RadNet developed a florbetapir-related marketing plan to promote diagnostic options to clinicians who handle dementia cases. “We started with our referral base of Alzheimer’s specialists and physicians currently referring dementia patients to us for F18-FDG screening,” Rose says.
Special training
Lack of a reader training program for radiologists interpreting florbetapir scans delayed FDA approval of florbetapir one year. The agency wanted Lilly to establish a program to ensure accuracy and consistency in reading and interpreting the new scans. Lilly responded by establishing a six-hour online interactive training program, and recommends in its package insert that physicians who interpret florbetapir scans take the course.
RadNet went a step further. Since florbetapir scans are binary, either positive or negative, Rose implemented a policy of primary and secondary reads for each scan. “Both radiologists must agree or the case comes to me to break the tie,” she says.
RadNet also set up a special central server so every radiologist who interprets florbetapir scans can look at every other case in the system to learn from colleague experiences. Without this, each florbetapir reader would see only the three studies performed at his or her site with the Lilly vouchers.
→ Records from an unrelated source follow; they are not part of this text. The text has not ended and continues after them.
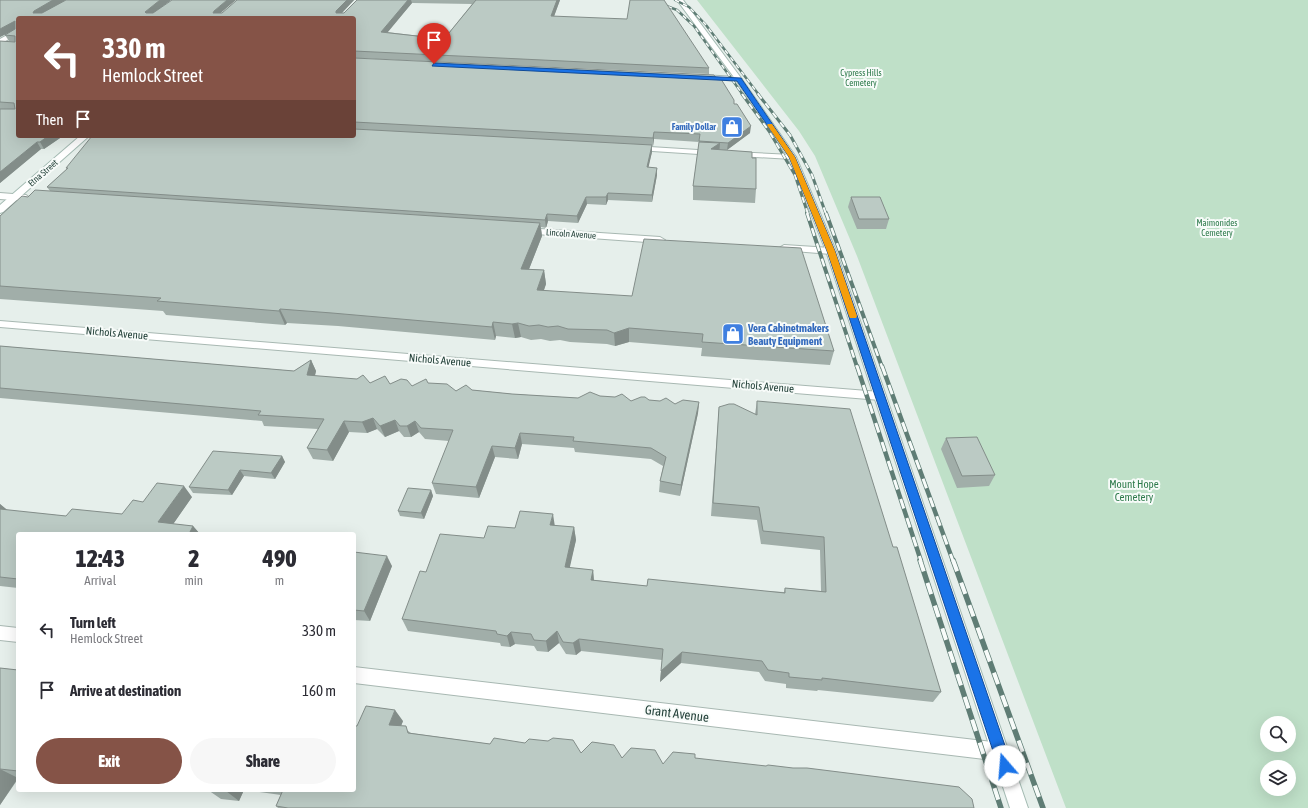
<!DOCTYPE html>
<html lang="en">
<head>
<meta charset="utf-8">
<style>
	body { margin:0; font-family:"Asap Condensed",sans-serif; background:#f7f7f7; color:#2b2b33; height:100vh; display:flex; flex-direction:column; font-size:15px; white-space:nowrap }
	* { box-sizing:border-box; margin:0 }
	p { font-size:13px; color:#7c7c81 }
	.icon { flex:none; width:22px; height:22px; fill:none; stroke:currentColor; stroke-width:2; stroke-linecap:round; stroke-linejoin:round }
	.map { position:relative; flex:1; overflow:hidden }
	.side { position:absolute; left:16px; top:532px; width:340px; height:260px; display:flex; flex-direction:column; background:#fff; border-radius:4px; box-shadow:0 4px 16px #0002 }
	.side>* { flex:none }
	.top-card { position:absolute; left:16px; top:16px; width:340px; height:122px; border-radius:4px; box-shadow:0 4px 16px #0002; background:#855347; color:#fff; overflow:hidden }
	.buttons { position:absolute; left:1260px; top:716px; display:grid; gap:8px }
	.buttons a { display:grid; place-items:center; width:36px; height:36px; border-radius:50%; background:#fff; box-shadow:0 4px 16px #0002; font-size:20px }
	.pin { position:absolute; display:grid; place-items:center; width:34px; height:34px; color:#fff; margin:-41px -17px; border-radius:50% 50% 50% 0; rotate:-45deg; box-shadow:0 0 4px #0007 }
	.pin .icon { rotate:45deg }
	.me { position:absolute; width:44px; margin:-22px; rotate:342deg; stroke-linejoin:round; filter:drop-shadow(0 0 3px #0008) }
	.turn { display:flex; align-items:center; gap:14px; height:84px; padding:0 20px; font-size:18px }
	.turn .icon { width:52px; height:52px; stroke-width:2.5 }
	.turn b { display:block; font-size:28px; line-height:34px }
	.then { display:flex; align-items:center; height:38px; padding:0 20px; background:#0003; gap:8px; font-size:15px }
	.eta { display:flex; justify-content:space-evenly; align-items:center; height:68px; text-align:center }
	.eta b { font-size:24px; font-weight:800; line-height:28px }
	.cta { display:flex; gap:8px; margin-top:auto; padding:8px 20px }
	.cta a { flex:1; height:46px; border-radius:24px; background:#855347; color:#fff; font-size:16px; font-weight:800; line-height:46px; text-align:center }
	.cta a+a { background:#f7f7f7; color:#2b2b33 }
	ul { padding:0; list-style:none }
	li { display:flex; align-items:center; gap:12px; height:60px; padding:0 20px }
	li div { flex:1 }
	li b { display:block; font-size:15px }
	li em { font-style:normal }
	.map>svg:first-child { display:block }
	.green { fill:#bfe0c8; fill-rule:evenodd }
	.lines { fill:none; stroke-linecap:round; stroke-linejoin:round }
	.street-casing { stroke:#a8b8b2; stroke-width:2 }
	.secondary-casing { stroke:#a4bbb3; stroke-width:2 }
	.street { fill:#fff; fill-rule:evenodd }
	.secondary { fill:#fff; fill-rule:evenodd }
	.rail-far4-casing { stroke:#5f7d75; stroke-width:2.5 }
	.rail-far3-casing { stroke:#5f7d75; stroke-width:3 }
	.rail-far2-casing { stroke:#5f7d75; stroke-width:4 }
	.rail-far1-casing { stroke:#5f7d75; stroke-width:4.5 }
	.rail-casing { stroke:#5f7d75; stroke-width:5.5 }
	.rail-far4 { stroke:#f7fbf9; stroke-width:1.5; stroke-dasharray:4.5; stroke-linecap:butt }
	.rail-far3 { stroke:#f7fbf9; stroke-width:2; stroke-dasharray:6; stroke-linecap:butt }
	.rail-far2 { stroke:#f7fbf9; stroke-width:2.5; stroke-dasharray:8; stroke-linecap:butt }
	.rail-far1 { stroke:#f7fbf9; stroke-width:3; stroke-dasharray:10; stroke-linecap:butt }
	.rail { stroke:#f7fbf9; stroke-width:4; stroke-dasharray:12; stroke-linecap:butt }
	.wall { fill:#a1aea9; fill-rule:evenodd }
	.shaded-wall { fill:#838d89 }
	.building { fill:#bbcac4; stroke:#838d89 }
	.route { fill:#1a73e8; stroke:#114b97 }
	.slow { fill:#f59e0b }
	.labels { text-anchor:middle; stroke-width:4; stroke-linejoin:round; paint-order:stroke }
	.far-park-label { font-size:9px; fill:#2d7a4b; stroke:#f7fbf9 }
	.far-shop-label { font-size:9px; font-weight:bold; fill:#366cbe; stroke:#f7fbf9; text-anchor:end }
	.far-street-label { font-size:9px; fill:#24423a; stroke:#f7fbf9 }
	.shop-label { font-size:11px; font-weight:bold; fill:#366cbe; stroke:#f7fbf9; text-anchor:start }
	.street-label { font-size:11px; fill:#24423a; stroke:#f7fbf9 }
	.park-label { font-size:11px; fill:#2d7a4b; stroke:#f7fbf9 }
	.near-street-label { font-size:13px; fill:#24423a; stroke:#f7fbf9 }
</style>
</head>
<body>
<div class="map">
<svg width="1308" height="808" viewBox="0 0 1308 808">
	<rect width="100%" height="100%" fill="#e6efeb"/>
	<path class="green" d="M697,0h611v808h-242l-209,-552 -42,-100 -16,-25zM1267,723h22v22h-22zM1267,767h22v22h-22z"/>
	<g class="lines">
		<g class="street-casing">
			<path id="street" d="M18,29v5l-18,10v-5z
				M700,75l39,2 3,2 -3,2 -41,-3 -1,-1z
				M634,146l80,5 4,2 -4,2 -77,-5h-3z
				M734,152l58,3 4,2 -4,2 -55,-3h-3z
				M0,193l26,2 4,3 -4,3 -26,-2z
				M525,228l135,9 5,3 -5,3 -138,-10 -2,-2z
				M784,245l47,3 5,3 -5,3 -50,-4 -2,-2z
				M0,321l880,71 4,1 2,3 -2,3 -4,1 -880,-73z
				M0,626l18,2v14l-18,-2z
				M354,667l647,76 6,3 3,6 -3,6 -6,3 -647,-78z"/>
		</g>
		<g class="secondary-casing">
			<path id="secondary" d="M677,0h6l58,78 55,79 40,94 192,557h-18l-184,-557 -38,-94 -52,-77z
				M80,136h9l-86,76 -3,1v-8z"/>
		</g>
		<use href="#street" class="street"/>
		<use href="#secondary" class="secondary"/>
		<g class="rail-far4-casing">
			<path id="rail-far4" d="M651,0l26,10 17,16 49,69
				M675,0l14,7 17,18 53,70"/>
		</g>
		<g class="rail-far3-casing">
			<path id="rail-far3" d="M742,94l27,37 26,44 13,39
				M758,94l32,41 22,40 14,39"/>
		</g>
		<g class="rail-far2-casing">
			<path id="rail-far2" d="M807,213l50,154
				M826,213l56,154"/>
		</g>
		<g class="rail-far1-casing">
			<path id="rail-far1" d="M857,366l64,195
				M882,366l71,195"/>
		</g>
		<g class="rail-casing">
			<path id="rail" d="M920,560l81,248
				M953,560l90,248"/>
		</g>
		<use href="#rail-far4" class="rail-far4"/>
		<use href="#rail-far3" class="rail-far3"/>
		<use href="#rail-far2" class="rail-far2"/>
		<use href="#rail-far1" class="rail-far1"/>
		<use href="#rail" class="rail"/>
	</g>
	<path class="wall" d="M0,0h171l-18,13h69l15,-13h117l-12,13h2l13,-13h203l-6,16 155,52v6l-355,-16v-40h-336v118h45l-19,13h-3l-41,34v-142l15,1 -6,-1 -4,-6 5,-3 -10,5zM412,3l60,1 -28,35 -57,-7z
		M354,58l380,46 16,29 -23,17h-8l33,8 4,31 -1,14 -62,-3v-14l6,-44 -45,-3 -1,7 -1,-1v7l-4,15 9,1v7l-5,27 -44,-2 -2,5 -19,-1 -9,19 -30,-2 -2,7 -5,-1 1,9 -13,33 15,1 2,14 -2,6 290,61 -4,14 -129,-9 1,-8 -73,-6 -14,4 -8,-2 -37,-2 -10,-2 -10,1 -9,-2 -10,1 -10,-3 -6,1 -19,-2 -1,4 -157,-14 -51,-3 -2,2 -119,-10 -3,-4 -163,-12v-83l28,-19 22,-6 -3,-4 20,-18 -1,-1 288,-32z
		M851,197l38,22 -3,10h-29l-9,-22z
		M0,346l294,25 17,-11 5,11 -1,5 55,7 42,3 16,-3 28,8 16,-1 40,4 66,4 22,-2 31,5 18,-1 26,4 24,-2 -1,11 -18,83 -21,-4 1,-11 3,-15 -12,-7 -76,-7 -1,-4 -52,-4 -4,15 -23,-2 -16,41 -43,-4 -4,-11 17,-42 -24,-2 -6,-7 -8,5h-7l-5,-6 -14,6 -8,-8 -10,4 -18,-1 -16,29 -20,-2 -6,-11 11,-19 -54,-3 -2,-5 -262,-23z
		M757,401l136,146 48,145 -8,10 -115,-12 -1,1 -31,-3v-4l-21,-3 -6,-9 -78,-9 -21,19 2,-22 -81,-9 -5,4 -10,-1 -7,-11 -11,9 -11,-1 -3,-5 -19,-2 -5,3 -9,-1 -1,-3 -92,-12 -6,-12 24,-47 58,-34 31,-10 40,-2 19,1 2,13 -7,28 24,2 1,10 53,6 137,6 1,-4 36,3 -1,-41 -59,-6 -4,-24 -46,-4 8,-109 36,7z
		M946,438l49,37 -6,11 -32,2 -16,-39z
		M282,456l3,6 -10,17 -31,-3 -12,19 -39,-2 -4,-6z
		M431,490l2,6 -9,23 -24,-3 -2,-5z
		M192,497l-19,27 20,2 6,7 -181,1v54l-18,-2v-82l6,6 60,6 56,-2 21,-12z
		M354,552l38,14 -22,55 -16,-1z
		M0,668l18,2v109l-18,26z
		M403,721l-2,5 10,7 79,11 91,9 82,11 32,-6 279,50h-696l-2,-2 5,-11 -37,-5 -5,11 -18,-2 -13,-9h146l3,-64z"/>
	<path class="shaded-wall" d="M53,0h13l-29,18 -4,-5 1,-2z
		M160,0h11l-23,18 -3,-6z
		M227,0h9l-20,17 -3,-4 1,-2z
		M347,0h7l-16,17 -2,-4v-2z
		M408,0h3l1,3 -29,35 -2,-6z
		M557,0h3l-8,22 -1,-6z
		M15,21l3,7 -18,9v-8z
		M751,126l-1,7 -23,17 1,-7z
		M654,132v7l-1,7v-8z
		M48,136h15l-19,13 -4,-7z
		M37,142l4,7 -41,34v-11z
		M720,143l-1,13 -8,-7z
		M652,145v7l-5,22v-7z
		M657,168v7l-5,27v-7z
		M608,193v7l-2,5v-8z
		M586,197l1,7 -9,19 -1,-7z
		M547,214l1,7 -2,7 -1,-8z
		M540,223l2,13 -18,46 -3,-13z
		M544,270l2,14 -7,20 -2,-14z
		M280,309l7,14 -2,2 -6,-14z
		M493,322l3,14 -1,4 -3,-13z
		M518,323l3,14 -6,1 -3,-14z
		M629,328v14l-14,4 -1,-13z
		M311,360l5,11 -4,15 -5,-11z
		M699,402l-1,11 -18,83 1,-11z
		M373,418l4,11 -10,4 -5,-11z
		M395,420l4,11 -14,6 -5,-11z
		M344,421l5,11 -16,29 -6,-11z
		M415,421l4,11 -8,5 -4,-11z
		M520,433l2,11 -4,15 -3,-11z
		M492,446l3,11 -16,41 -3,-11z
		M282,456l3,6 -10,17 -4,-6z
		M240,470l4,6 -12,19 -4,-5z
		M184,486l8,11 -25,36 -9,-11z
		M431,490l2,6 -9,23 -3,-6z
		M0,504l10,8 -10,3z
		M553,514l2,13 -5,-2z
		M193,526l7,8 -10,-2z
		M574,527l2,13 -9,40 -2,-13z
		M387,556l5,10 -22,55 -6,-10z
		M593,570l1,12 -3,-2z
		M557,631l2,12 -11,9 -2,-11z
		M511,632l4,12 -5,3 -3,-11z
		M579,639l2,12 -5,4 -3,-12z
		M682,652l-1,11 -21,19 1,-11z
		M395,710l8,11 -6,15 -8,-11z
		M0,769l18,9 -18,27z
		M227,790h17l-5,11 -13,-10z"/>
	<path class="building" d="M0,0h53l-19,11 -1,2h9l24,-13h94l-15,12 1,1h7l19,-13h55l-13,11 -1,2h9l15,-13h110l-11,11v2h8l13,-13h51l-27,32 63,7 32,-39h81l-6,16 76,3 3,-19h34l45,68 -355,-17v-33h-336v118h30l-8,6h-3l-37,30v-63h15l-1,-6 -14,-1v-61l15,1v-6l-10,-1 10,-6v-8l-15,8z
		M354,58l360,17 3,4h4l13,21v4h3l14,22 -23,17 -29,-2 1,-7 -46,-2 -1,6 -299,-16z
		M354,129l298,16 -5,22 10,1 -5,27 -44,-2 -2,4h-20l-9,19 -30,-2 -2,6 -498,-33 21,-19h-2l26,-32h262z
		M699,142l21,1 -9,6 41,3v6h4v31l-63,-3z
		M35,190l505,33 -19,46 23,1 -7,20 95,6 12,-57 157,9 33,103 -132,-9 1,-8 -74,-6 -15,5 -7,-3 -39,-1 -10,-3 -10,1 -9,-2 -10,1 -11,-3 -6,1 -19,-2 -1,5 -160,-14 -52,-4 -1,2 -122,-10 4,-3 -161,-12v-70l22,-20 6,1z
		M851,197h29l9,22h-30z
		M0,346l294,25 17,-11 -4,15 50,4 6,-4 7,8 15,-7 5,8 11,-5 6,1 5,6 14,-7 2,4 19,1 9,7 10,-6 6,5 40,4 66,4 12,-6 10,4 15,1 7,-3 9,7 10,-4h4l4,3 11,1 6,-3 9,6 8,-4 16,2 -18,83 -21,-4 6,-24 -15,-9 -78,-7 1,-4 -54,-4 -5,15 -23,-2 -16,41 -44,-4 21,-53 -32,-2 -6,-7 -8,5h-7l-5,-6 -15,6 -7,-8 -11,4 -18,-1 -17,29 -20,-2 17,-29 -66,-4 3,-4 -261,-23z
		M757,401l93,8 43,138h4l44,145 -119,-14v2l-33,-3v-4l-21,-3 -6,-9 -80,-9 -21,19 2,-22 -84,-10 -6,4 -10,-1 -6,-11 -11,10 -12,-1 -3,-6 -20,-2 -4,4 -10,-2 -1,-3 -94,-12 18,-48 6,1 14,-38 44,4 4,-12 27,2 5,-17 33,3 -3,11 24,2 -9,40 28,3 -2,10 56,6 1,-7 137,14v-5l41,4 -2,-55 -61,-6 -4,-24 -46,-4 6,-96 10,-3h5l23,11z
		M977,437l18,38 -33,1 -16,-38z
		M213,451l69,5 -11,17 -31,-3 -12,20 -39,-3z
		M157,483l27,3 -26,36 35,4 -3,6 25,2h-197v45l-18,-2v-68l66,7 6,-7 50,5 11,-14 10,2z
		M408,488l23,2 -10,23 -23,-2z
		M354,552l33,4 -23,55 -10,-1z
		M0,668l18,2v101l-18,-2z
		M366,706l29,4 -6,15 17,1 2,7 82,11 4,-6 31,5 4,-4 19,2 5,-3 20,2 8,13 11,-11 22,3 8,13 9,-10 24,2 8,14 10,-12 22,2v4l71,8 2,-1 25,3h14l152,19 13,12 2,9h-686l-12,-2 7,-16h71v-64h3z
		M215,790h12l-1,1z"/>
	<path class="route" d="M434,63l307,15 54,79 40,94 177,515 -2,5 -5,2 -5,-2 -2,-5 -171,-515 -38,-94 -52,-76 -305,-15z"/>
	<path class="slow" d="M768,124h4l23,33 40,94 22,65 -1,2h-6l-1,-2 -22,-65 -38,-94 -22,-32z"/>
	<defs>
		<g id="shop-square" transform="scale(1.15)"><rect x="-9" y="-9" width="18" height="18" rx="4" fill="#3f7fe0" stroke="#f7fbf9"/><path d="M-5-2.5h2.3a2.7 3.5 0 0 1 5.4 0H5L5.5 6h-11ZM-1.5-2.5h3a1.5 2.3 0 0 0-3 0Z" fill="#fff"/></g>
	</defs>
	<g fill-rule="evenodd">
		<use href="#shop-square" x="732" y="127"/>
		<use href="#shop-square" x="733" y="334"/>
	</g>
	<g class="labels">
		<g class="far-park-label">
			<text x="861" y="76">Cypress Hills<tspan x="861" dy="10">Cemetery</tspan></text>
			<text x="1217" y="226">Maimonides<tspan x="1217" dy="10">Cemetery</tspan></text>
		</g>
		<g class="far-shop-label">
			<text x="716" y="130">Family Dollar</text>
		</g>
		<g class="far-street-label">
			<text transform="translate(43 173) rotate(-41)" y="3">Etna Street</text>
			<text transform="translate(571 234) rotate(4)" y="3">Lincoln Avenue</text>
		</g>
		<g class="shop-label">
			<text x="748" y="332">Vera Cabinetmakers<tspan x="748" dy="13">Beauty Equipment</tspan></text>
		</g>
		<g class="street-label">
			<text transform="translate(117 333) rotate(5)" y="4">Nichols Avenue</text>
			<text transform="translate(440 360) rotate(5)" y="4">Nichols Avenue</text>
			<text transform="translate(763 386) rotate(5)" y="4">Nichols Avenue</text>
		</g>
		<g class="park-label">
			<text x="1134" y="488">Mount Hope<tspan x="1134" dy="13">Cemetery</tspan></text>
		</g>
		<g class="near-street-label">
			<text transform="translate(677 713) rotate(7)" y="5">Grant Avenue</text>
		</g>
	</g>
</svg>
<div class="buttons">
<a><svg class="icon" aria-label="search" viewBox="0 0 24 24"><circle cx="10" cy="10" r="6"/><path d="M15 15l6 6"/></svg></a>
<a><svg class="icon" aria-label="layers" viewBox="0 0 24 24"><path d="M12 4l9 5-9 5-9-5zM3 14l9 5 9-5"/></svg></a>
</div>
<div class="pin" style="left:434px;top:64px;background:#d93025"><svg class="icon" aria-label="arrive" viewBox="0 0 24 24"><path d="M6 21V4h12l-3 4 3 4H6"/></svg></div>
<svg class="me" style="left:1005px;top:766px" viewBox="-20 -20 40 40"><circle r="19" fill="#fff"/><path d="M0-13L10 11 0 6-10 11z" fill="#1a73e8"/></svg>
<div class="top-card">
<div class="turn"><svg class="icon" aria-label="left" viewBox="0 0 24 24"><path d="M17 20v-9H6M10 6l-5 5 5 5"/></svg><div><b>330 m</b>Hemlock Street</div></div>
<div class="then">Then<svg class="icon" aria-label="arrive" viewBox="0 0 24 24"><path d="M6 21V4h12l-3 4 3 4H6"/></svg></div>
</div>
<section class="side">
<div class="eta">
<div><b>12:43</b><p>Arrival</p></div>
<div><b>2</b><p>min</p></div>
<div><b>490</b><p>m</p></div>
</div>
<ul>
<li><svg class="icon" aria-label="left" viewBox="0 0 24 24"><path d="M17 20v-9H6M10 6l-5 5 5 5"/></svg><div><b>Turn left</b><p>Hemlock Street</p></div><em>330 m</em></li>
<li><svg class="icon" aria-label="arrive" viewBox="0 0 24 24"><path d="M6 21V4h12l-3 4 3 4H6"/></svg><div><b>Arrive at destination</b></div><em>160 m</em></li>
</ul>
<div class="cta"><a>Exit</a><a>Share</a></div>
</section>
</div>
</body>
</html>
Now, radiologists at each RadNet site push all three voucher studies to the central server so all RadNet radiologists have access to all 60 studies, instead of just the three performed locally.
Rose and other adopters of florbetapir expect early efforts to pay off as amyloid-related dementia therapies reach Phase III clinical trials.
According to the National Institutes of Health, as of 2012, more than 400 pharmaceutical Alzheimer’s treatments were being investigated in 1,012 clinical trials worldwide, approximately one-quarter of which are in Phase III trials.
Reduction of beta-amyloid levels in the brain is a common target of research compounds. University of California Los Angeles researchers, for instance, announced in November 2012, they had demonstrated for the first time that a compound called CLR01 safely crossed the blood-brain barrier and removed existing beta amyloid and tau aggregates in a living Alzheimer’s mouse model.
As early adopters wrestle with clinical, fiscal and operational challenges, trials could help close the circle. Florbetapir is in a position to play an important role in future studies that address treatment challenges associated with cognitive decline once an amyloid-targeting therapy reaches Phase III trials and beyond.